After China rejected Japan's revised proposal on 26 April 1915, the genrō intervened and deleted ‘Group 5’ from the document, as these had proved to be the most objectionable to the Chinese government. A reduced set of "Thirteen Demands" was transmitted on May 7 in the form of an ultimatum, with a two-day deadline for response. Yuan Shikai was not in a position to risk war with Japan, and accepted appeasement, a tactic followed by his successors. The final form of the treaty was signed by both parties on May 25, 1915.[10]

"The Chinese's Acceptance of the Twenty-One Demands" signed by Yuan Shikai

Katō Takaaki publicly admitted that the ultimatum was invited by Yuan to save face with the Chinese people in conceding to the Demands. American Minister Paul Reinsch reported to the US State Department that the Chinese were surprised at the leniency of the ultimatum, as it demanded much less than they had already committed themselves to concede.[citation needed]

Consequences

The results of the revised final (Thirteen Demands) version of the Twenty-One Demands were far more negative for Japan than positive. Without "Group 5", the new treaty gave Japan little more than it already had in China.[citation needed]

On the other hand, the United States expressed strongly negative reactions to Japan's rejection of the Open Door Policy.
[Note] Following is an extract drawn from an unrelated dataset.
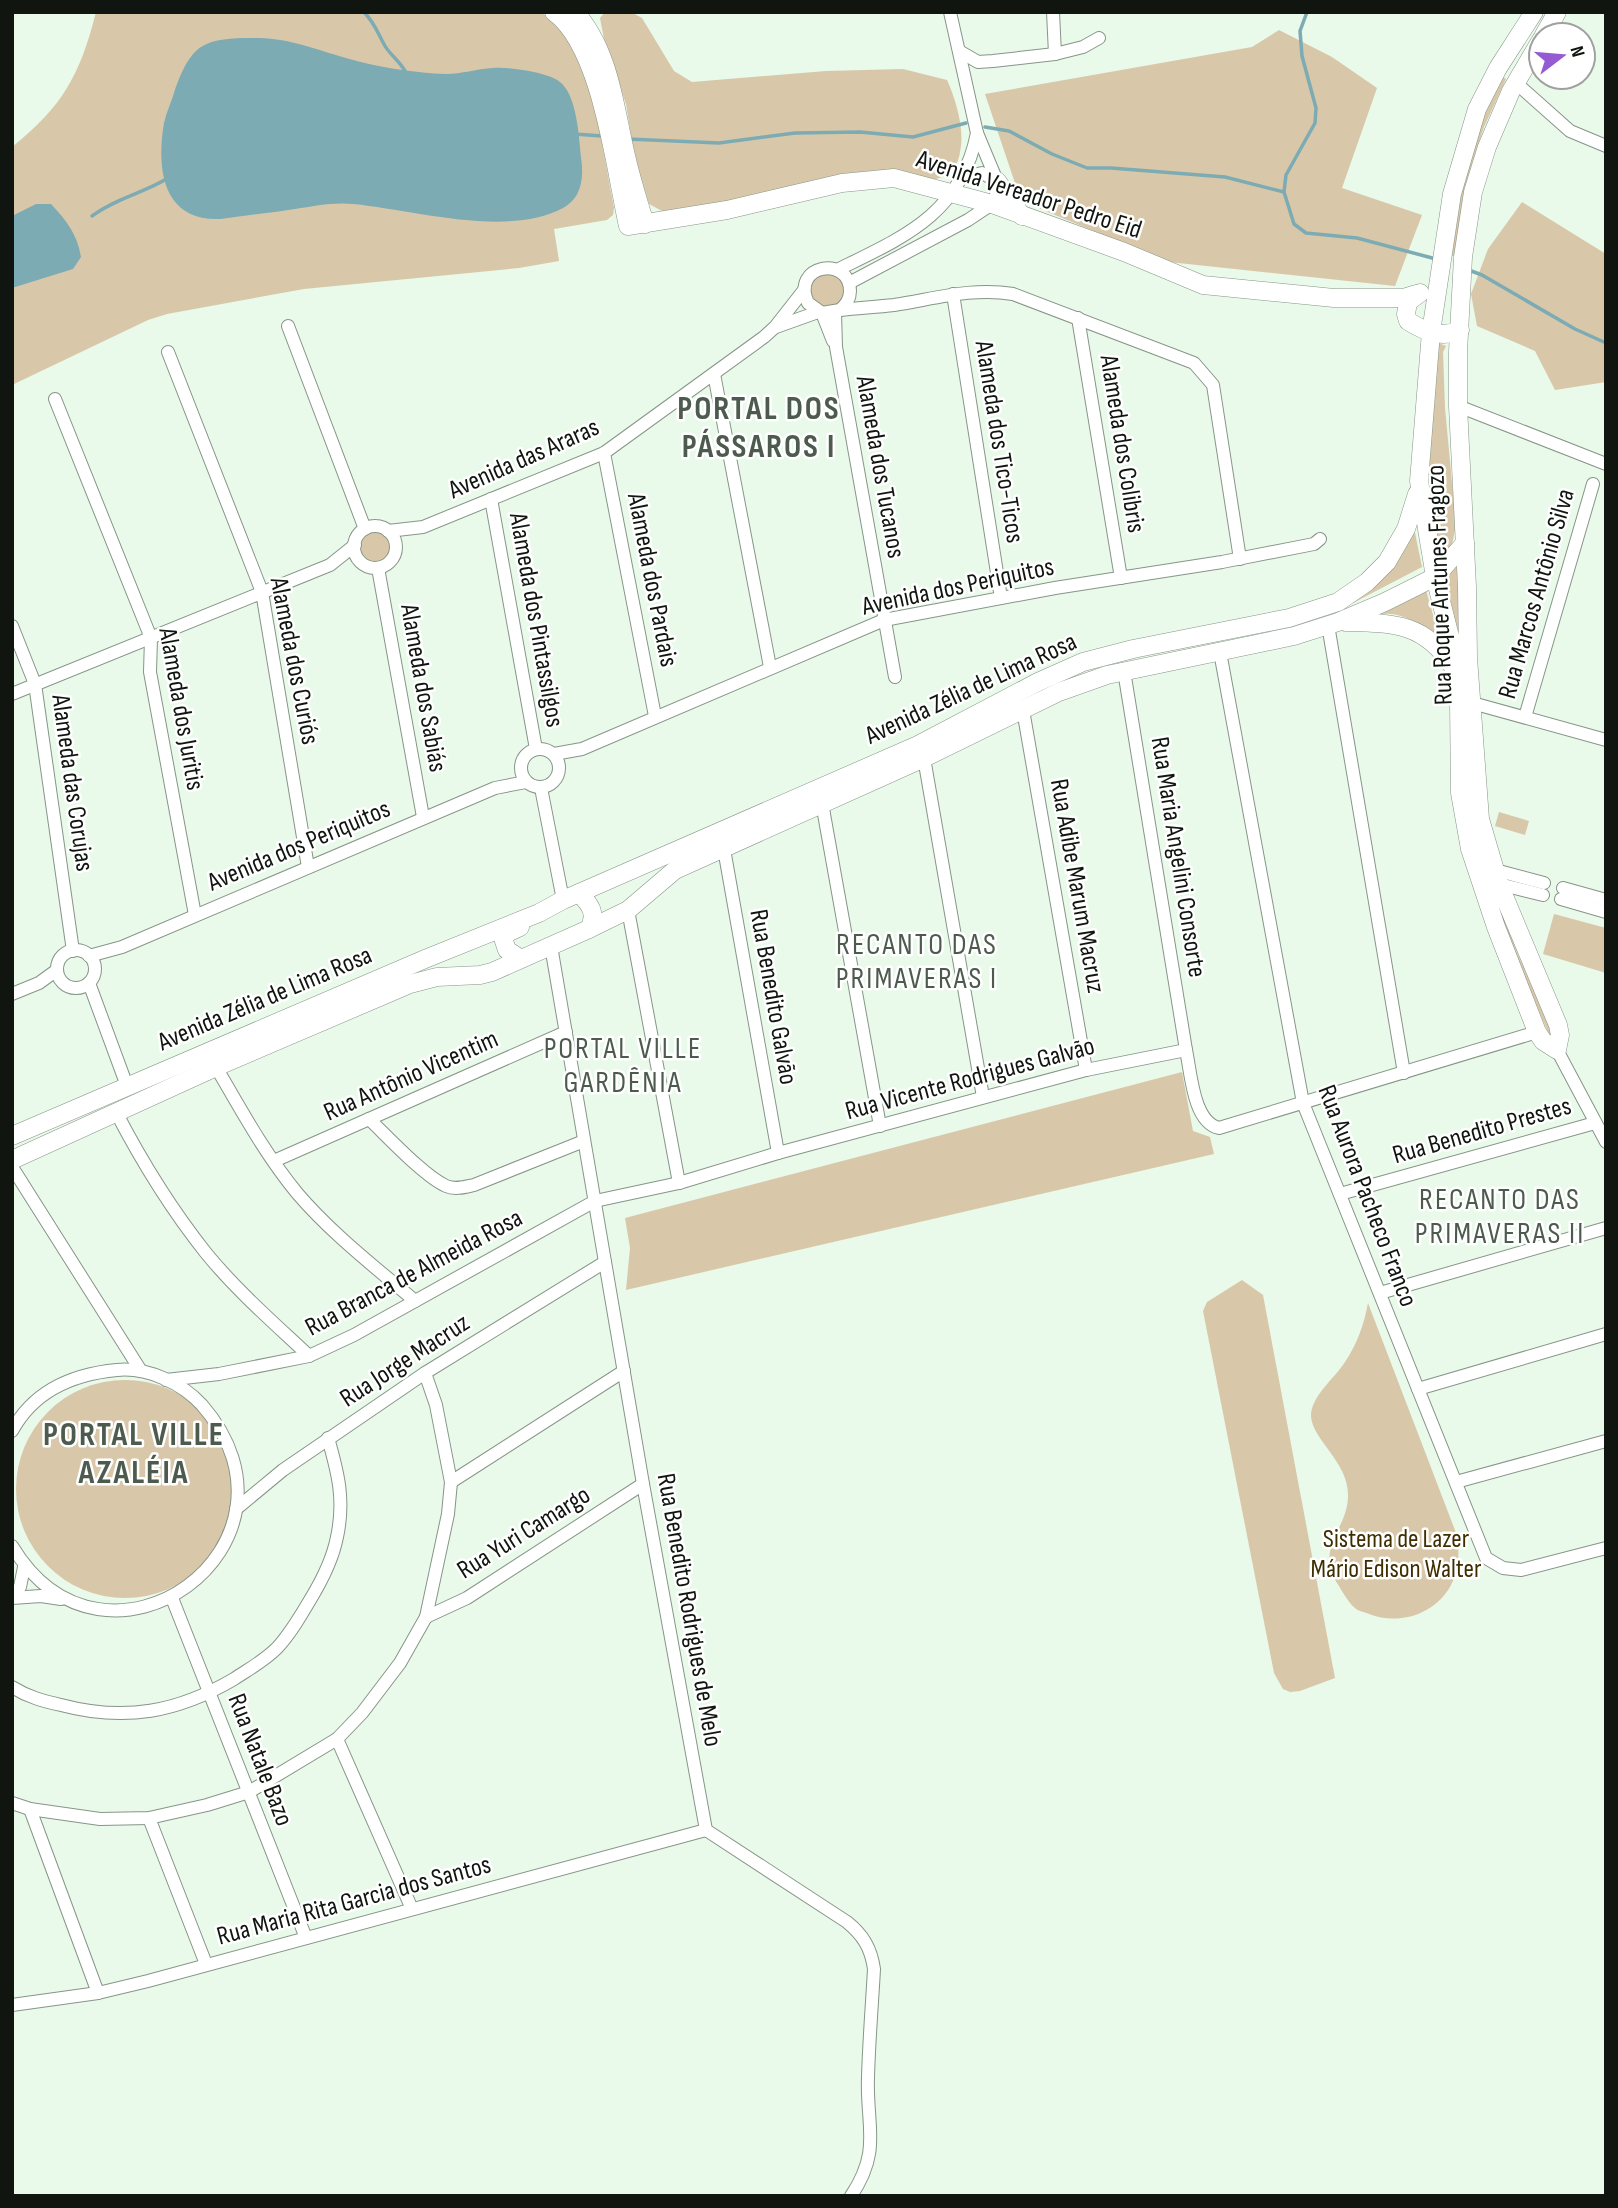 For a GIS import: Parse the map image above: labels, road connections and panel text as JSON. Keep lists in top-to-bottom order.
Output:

In the Bryan Note issued by Secretary of State William Jennings Bryan on 13 March 1915, the U.S., while affirming Japan's "special interests" in Manchuria, Mongolia and Shandong, expressed concern over further encroachments to Chinese sovereignty.[11]

Great Britain, Japan's closest ally, expressed concern over what was perceived as Japan's overbearing, bullying approach to diplomacy, and the British Foreign Office in particular was unhappy with Japanese attempts to establish what would effectively be a Japanese protectorate over all of China.[12]

Afterwards, Japan and the United States looked for a compromise; as a result, the Lansing–Ishii Agreement was concluded in 1917. It was approved by the Paris Peace Conference in 1919.[citation needed]

In China, the overall political impact of Japan's actions was highly negative, creating a considerable amount of public ill-will towards Japan, contributing to the May Fourth Movement, and a significant upsurge in nationalism.[13]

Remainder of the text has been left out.